The new context structure has four major elements. The first is the counter, max_index, which tells how many symbols are presently defined for this particular context table. When a table is first created, it has no defined symbols, and max_index is -1. A completely defined table will have a max_index of 255. The max_index variable tells how many elements are allocated for the arrays pointed to by stats and links. Stats is an array of structures, each containing a symbol and a count for that symbol. If the context table is not one of the highest-order tables, it will also have a links array. Each symbol defined in the stats array will have a pointer to the next higher-order context table in the links table.

A sample of the context table tree is shown in figure 6.1. The table shown is one that will have just been created after the input text “ABCABDABE” when keeping maximum order-3 statistics. Just nine input symbols have already generated a fairly complicated data structure, but it is orders of magnitude smaller than one consisting of arrays of arrays.

Figure 6.1  A context table tree: “ABCABDABE.”

One element in this structure that hasn’t been explained is the lesser_context pointer. This pointer is needed when using higher-order models. If the modeling code is trying to locate an order-3 context table, it first has to scan through the order-0 symbol list looking for the first symbol, the match, the order-1 symbol list, and so on. If the symbol lists in the lower orders are relatively full, this can be a lengthy process. Even worse, every time an escape is generated, the process has to be repeated when looking up the lower-order context. These searches can consume an inordinate amount of CPU time.

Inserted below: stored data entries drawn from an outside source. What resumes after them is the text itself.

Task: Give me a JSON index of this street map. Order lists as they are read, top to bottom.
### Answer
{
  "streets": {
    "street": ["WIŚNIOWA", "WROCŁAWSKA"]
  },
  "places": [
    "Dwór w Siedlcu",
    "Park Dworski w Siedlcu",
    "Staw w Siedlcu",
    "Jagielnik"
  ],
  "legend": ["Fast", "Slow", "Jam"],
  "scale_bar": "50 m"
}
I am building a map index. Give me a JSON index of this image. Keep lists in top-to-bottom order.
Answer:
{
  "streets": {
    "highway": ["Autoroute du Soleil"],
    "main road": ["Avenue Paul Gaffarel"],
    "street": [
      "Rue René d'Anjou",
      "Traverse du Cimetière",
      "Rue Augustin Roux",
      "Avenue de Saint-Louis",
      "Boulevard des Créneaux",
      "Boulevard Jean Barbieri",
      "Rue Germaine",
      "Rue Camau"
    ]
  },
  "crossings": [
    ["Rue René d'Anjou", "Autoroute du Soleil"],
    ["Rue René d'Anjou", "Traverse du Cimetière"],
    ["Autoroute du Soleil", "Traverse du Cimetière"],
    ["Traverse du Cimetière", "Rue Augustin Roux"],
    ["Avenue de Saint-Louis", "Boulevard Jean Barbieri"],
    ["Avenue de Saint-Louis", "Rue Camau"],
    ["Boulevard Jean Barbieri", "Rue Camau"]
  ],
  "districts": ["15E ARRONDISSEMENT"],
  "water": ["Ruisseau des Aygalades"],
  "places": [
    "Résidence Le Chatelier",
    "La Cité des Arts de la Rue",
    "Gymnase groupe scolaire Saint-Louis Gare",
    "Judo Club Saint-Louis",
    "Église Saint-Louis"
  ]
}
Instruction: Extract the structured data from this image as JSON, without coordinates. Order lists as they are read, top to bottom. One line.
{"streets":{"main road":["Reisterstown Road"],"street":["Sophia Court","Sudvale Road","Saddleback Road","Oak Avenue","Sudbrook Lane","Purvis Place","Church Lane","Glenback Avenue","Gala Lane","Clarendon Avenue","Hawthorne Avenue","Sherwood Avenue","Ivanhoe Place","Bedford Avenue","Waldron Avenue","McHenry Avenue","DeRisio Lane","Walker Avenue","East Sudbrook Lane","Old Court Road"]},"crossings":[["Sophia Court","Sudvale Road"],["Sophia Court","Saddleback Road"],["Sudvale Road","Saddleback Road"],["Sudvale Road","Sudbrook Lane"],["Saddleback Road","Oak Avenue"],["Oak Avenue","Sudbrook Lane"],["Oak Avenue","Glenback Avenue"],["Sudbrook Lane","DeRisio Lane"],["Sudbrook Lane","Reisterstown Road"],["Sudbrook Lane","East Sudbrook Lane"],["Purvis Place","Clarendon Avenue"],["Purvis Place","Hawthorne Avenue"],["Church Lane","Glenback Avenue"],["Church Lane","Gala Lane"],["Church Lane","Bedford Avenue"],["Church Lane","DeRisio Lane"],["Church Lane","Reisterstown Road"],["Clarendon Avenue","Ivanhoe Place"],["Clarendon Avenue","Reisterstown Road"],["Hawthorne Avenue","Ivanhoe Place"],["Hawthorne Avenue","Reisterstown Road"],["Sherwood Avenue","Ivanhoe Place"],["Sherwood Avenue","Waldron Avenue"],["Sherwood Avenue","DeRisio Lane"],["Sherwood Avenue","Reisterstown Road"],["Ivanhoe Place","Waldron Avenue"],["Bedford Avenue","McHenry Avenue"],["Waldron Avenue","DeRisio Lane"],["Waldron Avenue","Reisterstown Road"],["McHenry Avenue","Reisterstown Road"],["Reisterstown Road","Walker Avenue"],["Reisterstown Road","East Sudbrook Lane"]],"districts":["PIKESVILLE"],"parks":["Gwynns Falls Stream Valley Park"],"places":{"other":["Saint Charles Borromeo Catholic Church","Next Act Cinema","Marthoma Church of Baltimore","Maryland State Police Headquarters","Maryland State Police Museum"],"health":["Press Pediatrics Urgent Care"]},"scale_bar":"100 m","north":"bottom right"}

The solution to this is to maintain a pointer for each table that points to the table for the context one order less. The context table ABC should have its back pointer point to BC, for example, which should have a back pointer to C, which should have a pointer to “”, the null table. Then the modeling code only needs to keep a pointer to the current highest order context. Given that, finding the order-1 context table is simply a matter of performing (n-1) pointer operations.

With the table shown in Figure 6.1, for example, suppose the next incoming text symbol is X and the current context is ABE. Without the benefit of the lesser context pointers, I have to check the order-3, 2, 1, and 0 tables for X. This takes 15 symbol comparisons and three table lookups. Using reverse pointers eliminates all the symbols comparisons and performs just three table lookups.

To update the figure 6.1 context tree to contain an X after ABE, the modeling code has to perform a single set of lookups for each order/context. This code is shown in ARITH-N.C in the add_character_to_model() routine. Every time a new table is created, it needs to have its back pointer created properly at the same time, which requires a certain amount of care in the design of update procedures.